⟨

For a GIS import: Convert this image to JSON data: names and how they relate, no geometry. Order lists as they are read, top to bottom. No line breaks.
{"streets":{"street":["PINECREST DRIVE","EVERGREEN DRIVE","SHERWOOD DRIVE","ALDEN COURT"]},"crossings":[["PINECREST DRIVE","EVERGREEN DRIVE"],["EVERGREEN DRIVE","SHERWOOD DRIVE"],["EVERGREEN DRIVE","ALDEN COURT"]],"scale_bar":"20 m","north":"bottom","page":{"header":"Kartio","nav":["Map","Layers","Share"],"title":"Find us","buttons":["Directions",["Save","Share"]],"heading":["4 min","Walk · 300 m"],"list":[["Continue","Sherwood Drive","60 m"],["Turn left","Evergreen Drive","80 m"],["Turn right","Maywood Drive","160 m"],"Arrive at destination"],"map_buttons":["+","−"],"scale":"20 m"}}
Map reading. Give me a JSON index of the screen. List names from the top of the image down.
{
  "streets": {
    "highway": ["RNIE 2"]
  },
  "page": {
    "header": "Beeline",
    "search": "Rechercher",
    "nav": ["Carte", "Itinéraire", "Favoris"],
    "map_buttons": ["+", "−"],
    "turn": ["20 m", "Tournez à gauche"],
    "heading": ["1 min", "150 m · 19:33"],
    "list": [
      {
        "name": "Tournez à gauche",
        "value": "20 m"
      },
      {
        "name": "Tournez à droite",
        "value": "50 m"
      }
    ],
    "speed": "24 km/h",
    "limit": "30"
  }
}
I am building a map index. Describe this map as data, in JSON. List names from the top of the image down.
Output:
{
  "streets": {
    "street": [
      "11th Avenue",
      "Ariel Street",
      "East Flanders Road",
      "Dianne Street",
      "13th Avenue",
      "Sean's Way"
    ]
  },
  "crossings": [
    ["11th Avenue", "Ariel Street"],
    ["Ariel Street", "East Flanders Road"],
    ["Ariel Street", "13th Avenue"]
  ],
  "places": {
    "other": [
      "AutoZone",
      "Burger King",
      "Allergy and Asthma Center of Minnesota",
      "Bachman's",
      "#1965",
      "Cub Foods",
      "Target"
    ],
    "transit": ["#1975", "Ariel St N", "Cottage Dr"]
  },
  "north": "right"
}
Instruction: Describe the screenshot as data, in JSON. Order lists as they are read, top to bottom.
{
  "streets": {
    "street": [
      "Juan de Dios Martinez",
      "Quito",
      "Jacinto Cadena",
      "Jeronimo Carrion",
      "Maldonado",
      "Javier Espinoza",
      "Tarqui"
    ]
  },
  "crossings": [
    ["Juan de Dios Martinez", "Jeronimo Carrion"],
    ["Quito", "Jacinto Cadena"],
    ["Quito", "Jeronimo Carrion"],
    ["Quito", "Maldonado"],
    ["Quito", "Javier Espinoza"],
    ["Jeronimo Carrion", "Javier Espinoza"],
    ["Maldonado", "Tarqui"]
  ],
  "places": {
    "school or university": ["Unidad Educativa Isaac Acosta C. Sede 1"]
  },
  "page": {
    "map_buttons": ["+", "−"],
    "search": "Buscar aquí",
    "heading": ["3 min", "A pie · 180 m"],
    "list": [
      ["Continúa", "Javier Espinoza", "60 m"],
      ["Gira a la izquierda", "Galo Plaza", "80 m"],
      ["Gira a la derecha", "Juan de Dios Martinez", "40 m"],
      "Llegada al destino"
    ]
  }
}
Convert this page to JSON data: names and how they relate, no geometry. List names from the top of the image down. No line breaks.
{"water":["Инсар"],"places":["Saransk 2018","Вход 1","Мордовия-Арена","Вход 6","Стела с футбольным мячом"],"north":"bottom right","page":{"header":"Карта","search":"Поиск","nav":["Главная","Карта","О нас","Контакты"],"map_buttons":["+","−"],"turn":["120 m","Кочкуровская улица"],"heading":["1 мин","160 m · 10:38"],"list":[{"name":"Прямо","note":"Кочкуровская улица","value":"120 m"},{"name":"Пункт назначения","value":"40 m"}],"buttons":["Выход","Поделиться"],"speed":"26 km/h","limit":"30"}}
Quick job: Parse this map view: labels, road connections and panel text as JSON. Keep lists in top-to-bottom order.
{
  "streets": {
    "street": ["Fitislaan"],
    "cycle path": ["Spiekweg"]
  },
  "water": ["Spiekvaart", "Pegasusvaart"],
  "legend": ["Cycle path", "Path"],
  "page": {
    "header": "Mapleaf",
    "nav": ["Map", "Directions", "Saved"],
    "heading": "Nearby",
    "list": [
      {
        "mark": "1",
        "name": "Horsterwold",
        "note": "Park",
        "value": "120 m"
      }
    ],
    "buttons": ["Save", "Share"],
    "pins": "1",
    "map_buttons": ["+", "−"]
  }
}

⟩

◆ **What you are asked to do**
Make an exact copy of all the lines above.

◆ **Reply**
For a GIS import: Convert this image to JSON data: names and how they relate, no geometry. Order lists as they are read, top to bottom. No line breaks.
{"streets":{"street":["PINECREST DRIVE","EVERGREEN DRIVE","SHERWOOD DRIVE","ALDEN COURT"]},"crossings":[["PINECREST DRIVE","EVERGREEN DRIVE"],["EVERGREEN DRIVE","SHERWOOD DRIVE"],["EVERGREEN DRIVE","ALDEN COURT"]],"scale_bar":"20 m","north":"bottom","page":{"header":"Kartio","nav":["Map","Layers","Share"],"title":"Find us","buttons":["Directions",["Save","Share"]],"heading":["4 min","Walk · 300 m"],"list":[["Continue","Sherwood Drive","60 m"],["Turn left","Evergreen Drive","80 m"],["Turn right","Maywood Drive","160 m"],"Arrive at destination"],"map_buttons":["+","−"],"scale":"20 m"}}
Map reading. Give me a JSON index of the screen. List names from the top of the image down.
{
  "streets": {
    "highway": ["RNIE 2"]
  },
  "page": {
    "header": "Beeline",
    "search": "Rechercher",
    "nav": ["Carte", "Itinéraire", "Favoris"],
    "map_buttons": ["+", "−"],
    "turn": ["20 m", "Tournez à gauche"],
    "heading": ["1 min", "150 m · 19:33"],
    "list": [
      {
        "name": "Tournez à gauche",
        "value": "20 m"
      },
      {
        "name": "Tournez à droite",
        "value": "50 m"
      }
    ],
    "speed": "24 km/h",
    "limit": "30"
  }
}
I am building a map index. Describe this map as data, in JSON. List names from the top of the image down.
Output:
{
  "streets": {
    "street": [
      "11th Avenue",
      "Ariel Street",
      "East Flanders Road",
      "Dianne Street",
      "13th Avenue",
      "Sean's Way"
    ]
  },
  "crossings": [
    ["11th Avenue", "Ariel Street"],
    ["Ariel Street", "East Flanders Road"],
    ["Ariel Street", "13th Avenue"]
  ],
  "places": {
    "other": [
      "AutoZone",
      "Burger King",
      "Allergy and Asthma Center of Minnesota",
      "Bachman's",
      "#1965",
      "Cub Foods",
      "Target"
    ],
    "transit": ["#1975", "Ariel St N", "Cottage Dr"]
  },
  "north": "right"
}
Instruction: Describe the screenshot as data, in JSON. Order lists as they are read, top to bottom.
{
  "streets": {
    "street": [
      "Juan de Dios Martinez",
      "Quito",
      "Jacinto Cadena",
      "Jeronimo Carrion",
      "Maldonado",
      "Javier Espinoza",
      "Tarqui"
    ]
  },
  "crossings": [
    ["Juan de Dios Martinez", "Jeronimo Carrion"],
    ["Quito", "Jacinto Cadena"],
    ["Quito", "Jeronimo Carrion"],
    ["Quito", "Maldonado"],
    ["Quito", "Javier Espinoza"],
    ["Jeronimo Carrion", "Javier Espinoza"],
    ["Maldonado", "Tarqui"]
  ],
  "places": {
    "school or university": ["Unidad Educativa Isaac Acosta C. Sede 1"]
  },
  "page": {
    "map_buttons": ["+", "−"],
    "search": "Buscar aquí",
    "heading": ["3 min", "A pie · 180 m"],
    "list": [
      ["Continúa", "Javier Espinoza", "60 m"],
      ["Gira a la izquierda", "Galo Plaza", "80 m"],
      ["Gira a la derecha", "Juan de Dios Martinez", "40 m"],
      "Llegada al destino"
    ]
  }
}
Convert this page to JSON data: names and how they relate, no geometry. List names from the top of the image down. No line breaks.
{"water":["Инсар"],"places":["Saransk 2018","Вход 1","Мордовия-Арена","Вход 6","Стела с футбольным мячом"],"north":"bottom right","page":{"header":"Карта","search":"Поиск","nav":["Главная","Карта","О нас","Контакты"],"map_buttons":["+","−"],"turn":["120 m","Кочкуровская улица"],"heading":["1 мин","160 m · 10:38"],"list":[{"name":"Прямо","note":"Кочкуровская улица","value":"120 m"},{"name":"Пункт назначения","value":"40 m"}],"buttons":["Выход","Поделиться"],"speed":"26 km/h","limit":"30"}}
Quick job: Parse this map view: labels, road connections and panel text as JSON. Keep lists in top-to-bottom order.
{
  "streets": {
    "street": ["Fitislaan"],
    "cycle path": ["Spiekweg"]
  },
  "water": ["Spiekvaart", "Pegasusvaart"],
  "legend": ["Cycle path", "Path"],
  "page": {
    "header": "Mapleaf",
    "nav": ["Map", "Directions", "Saved"],
    "heading": "Nearby",
    "list": [
      {
        "mark": "1",
        "name": "Horsterwold",
        "note": "Park",
        "value": "120 m"
      }
    ],
    "buttons": ["Save", "Share"],
    "pins": "1",
    "map_buttons": ["+", "−"]
  }
}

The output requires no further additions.